In Japan, the voltage is 100V, even lower in the US. If devices are designed similar to the way they are designed for the US (which is a lot closer than Europe's 220V+), then 1400W or so is typical. The US numbers are actually often based on 125V. 1800W/1.25 = 1440W. There are a bunch of other variables, but that does tend towards a typical value of 1400W.

And yes, "wires heat up" is a key. Larger wires can safely handle more current, but they also cost more. So 15A-ish circuits (13A, 15A, 16A, 20A) are typical all over the place due to wire sizes, so voltage ends up determining the total power.

Since most circuits for small appliances really don't need much power, it doesn't matter much.
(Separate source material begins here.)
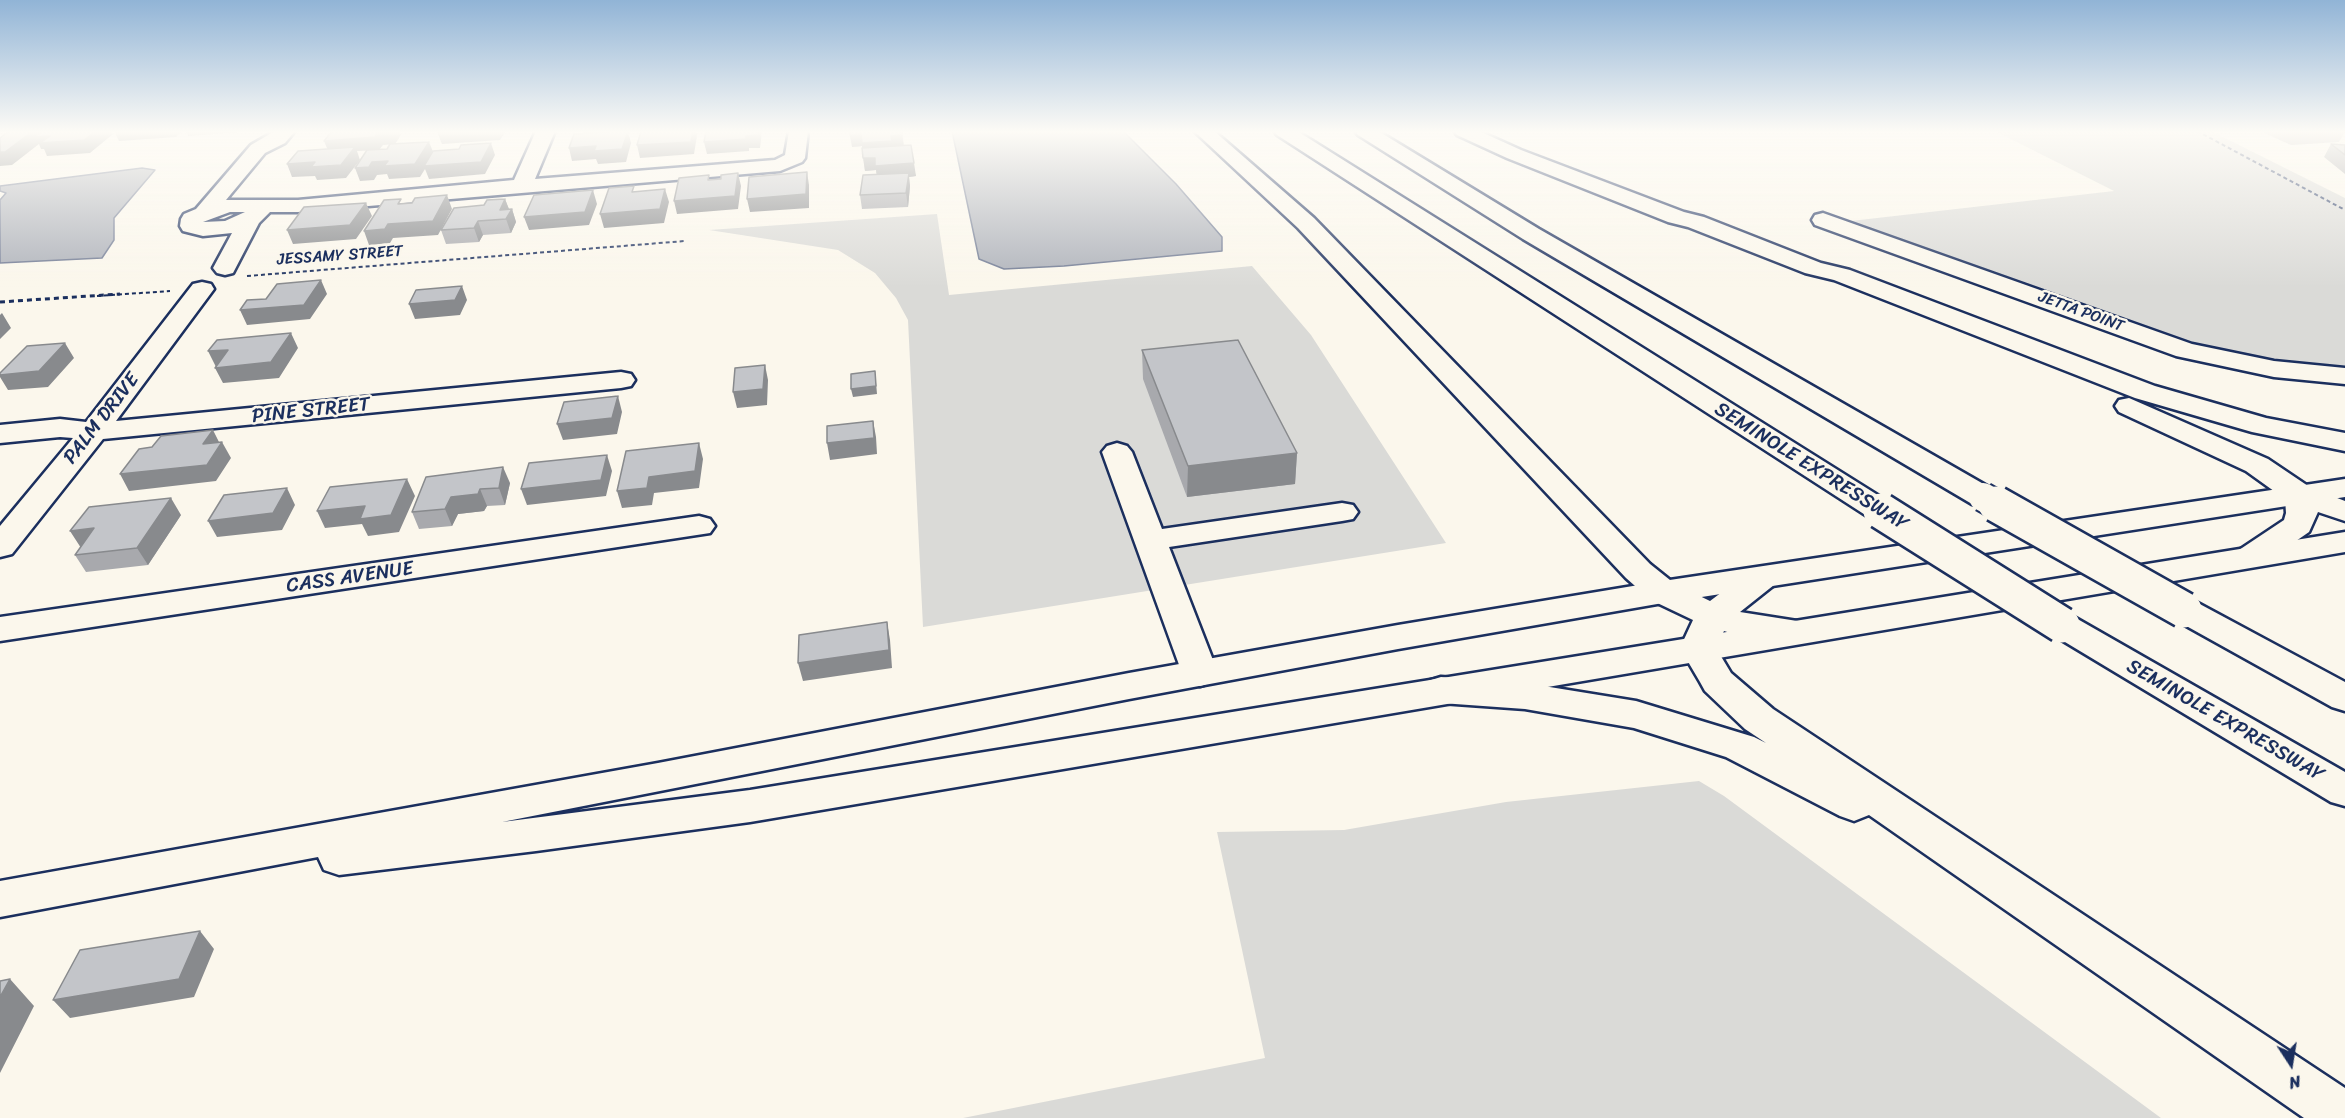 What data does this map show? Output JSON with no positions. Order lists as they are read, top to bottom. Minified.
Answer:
{"streets":{"main road":["JETTA POINT","PINE STREET","PALM DRIVE","SEMINOLE EXPRESSWAY","CASS AVENUE"],"path":["JESSAMY STREET"]},"crossings":[["JESSAMY STREET","PALM DRIVE"],["PINE STREET","PALM DRIVE"]],"north":"bottom"}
Except for things designed to generate a lot of heat as their primary function:

  • Bathrooms - hair dryers and similar items
  • Kitchens - hot plates, toasters, electric grills, microwave ovens
  • Space heaters

It is possible in the US to install 240V receptacles for more power, but since the typical house doesn't have any of those in the kitchen, manufacturers don't make them.

  • Great answer thanks.
    – Déjà vu
    Commented Jan 14, 2022 at 18:16

A typical residential/consumer can provide 13 or 15 or 20 amps. Let's call that an average of 14 amps. Volts x Amps = Watts, as a general rule of thumb. Do the multiplication on your numbers above, and you will see a pattern.

In general, if you want to sell a consumer product that has a 99% probability of not tripping a breaker, then you stay within these limits.
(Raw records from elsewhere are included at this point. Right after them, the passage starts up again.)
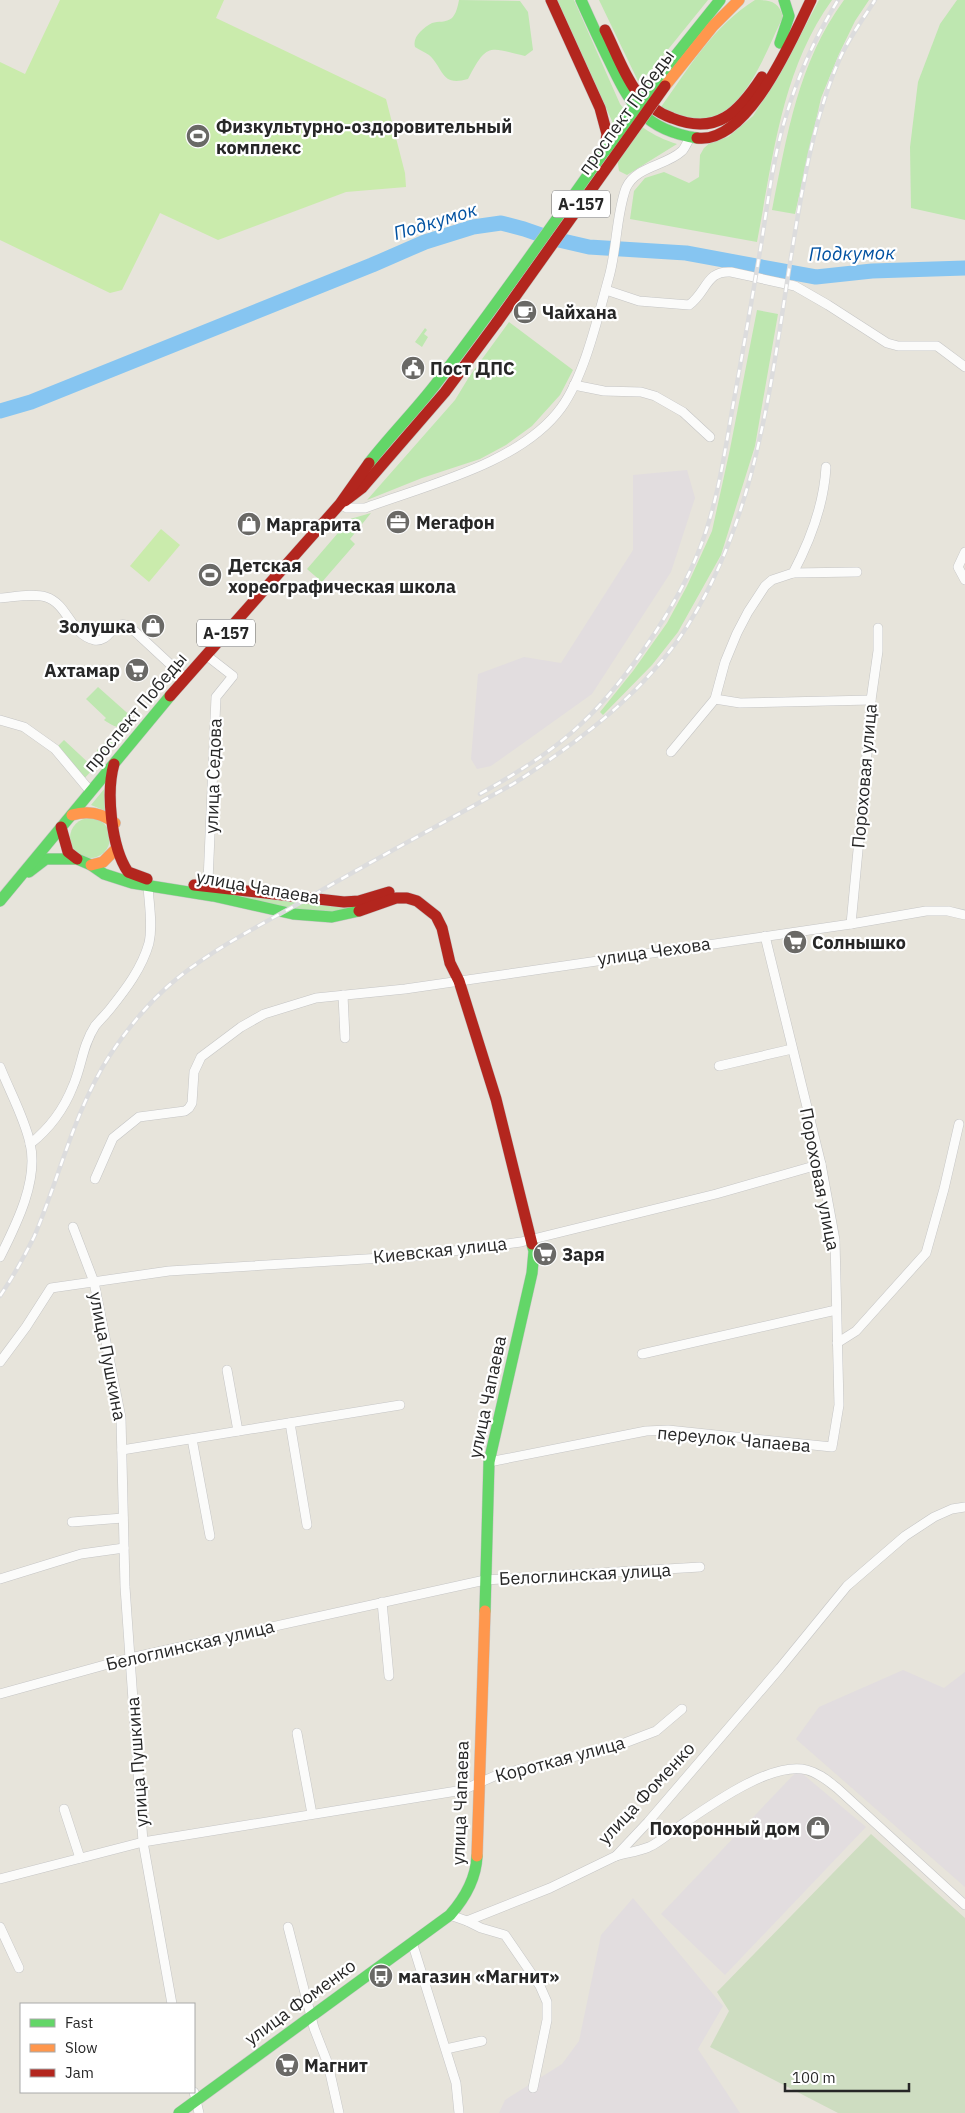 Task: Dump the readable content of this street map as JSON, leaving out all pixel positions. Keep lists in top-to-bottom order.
{
  "streets": {
    "main road": [
      "проспект Победы",
      "А-157",
      "улица Чапаева",
      "улица Фоменко"
    ],
    "street": [
      "улица Седова",
      "Пороховая улица",
      "улица Чехова",
      "Киевская улица",
      "улица Пушкина",
      "переулок Чапаева",
      "Белоглинская улица",
      "Короткая улица"
    ]
  },
  "crossings": [
    ["проспект Победы", "улица Седова"],
    ["проспект Победы", "улица Чапаева"],
    ["Пороховая улица", "улица Чехова"],
    ["Пороховая улица", "Киевская улица"],
    ["Пороховая улица", "переулок Чапаева"],
    ["улица Чапаева", "улица Чехова"],
    ["улица Чапаева", "Киевская улица"],
    ["улица Чапаева", "переулок Чапаева"],
    ["улица Чапаева", "Белоглинская улица"],
    ["улица Чапаева", "Короткая улица"],
    ["улица Чапаева", "улица Фоменко"],
    ["Киевская улица", "улица Пушкина"],
    ["улица Пушкина", "Белоглинская улица"],
    ["улица Пушкина", "Короткая улица"]
  ],
  "water": ["Подкумок"],
  "places": {
    "sports": ["Физкультурно-оздоровительный комплекс", "Детская хореографическая школа"],
    "cafe": ["Чайхана"],
    "public building": ["Пост ДПС"],
    "office": ["Мегафон"],
    "shop": ["Маргарита", "Золушка", "Похоронный дом"],
    "supermarket": [
      "Ахтамар",
      "Солнышко",
      "Заря",
      "Магнит"
    ],
    "bus stop": ["магазин «Магнит»"]
  },
  "legend": ["Fast", "Slow", "Jam"],
  "scale_bar": "100 m"
}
Some supplemental AV material to support the other answers. First, socket and circuit ampacity.

enter image description here

*Note how 20A receptacles are keyed to accept 15A plugs. Also North American electrical codes (note flags closely) allow cheaper 15A receptacles on 20A circuits, so many homes are built only with that first one. So 15A plugs are "the universal donor" and 20A plugs are almost all appliances are built to it.

A comedy bit on the fixation of 1500W in the first 2 minutes of this video.
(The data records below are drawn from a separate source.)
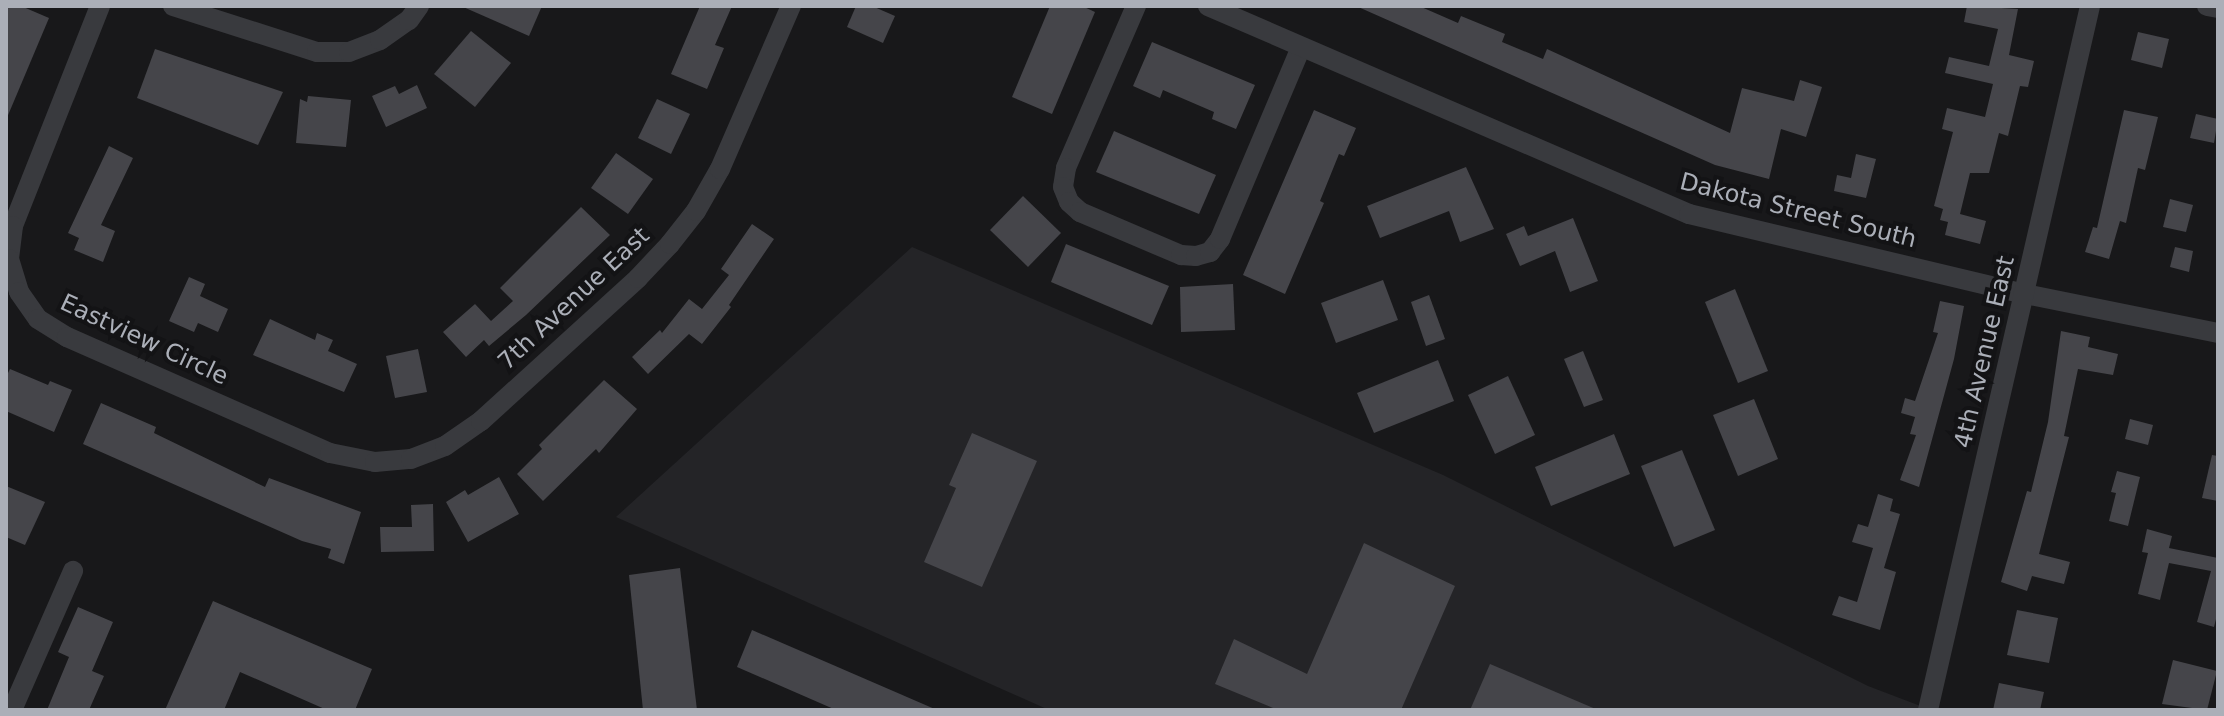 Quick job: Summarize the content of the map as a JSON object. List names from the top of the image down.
{
  "streets": {
    "street": [
      "Dakota Street South",
      "7th Avenue East",
      "Eastview Circle",
      "4th Avenue East"
    ]
  },
  "crossings": [
    ["Dakota Street South", "4th Avenue East"],
    ["7th Avenue East", "Eastview Circle"]
  ]
}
1500W is the "80% of circuit capacity for continuous loads" point, if you pretend our voltage is 125V, which most things are rated.

And if those lower right sockets are surprising you, this cheeky video explains it. (not described: we tolerate those plugs because often-used outlets have RCD on a per-circuit basis, allowing a finer detection threshold than would be possible for a whole house).

  • Indeed, information with pictures, great!
    – Déjà vu
    Commented Mar 22, 2022 at 6:16

First the basics: Watts = Volts x Amps. IE: 120 volts x 15 amps =1,800 watts. 240 volts x 15 amps = 3,600 watts.

Regarding the induction burners, they can be any size up to the derated current capacity of the circuit. Any device only draws what it needs. For example a 100 watt light bulb is only going to draw 100 watts even if the circuit can supply 1,800 watts.

Since most people want the highest capacity they can get in an induction burner, manufacture's usually make them at a typical circuit's capacity. The reason for the differences between countries is mostly related to voltage and circuit capacity.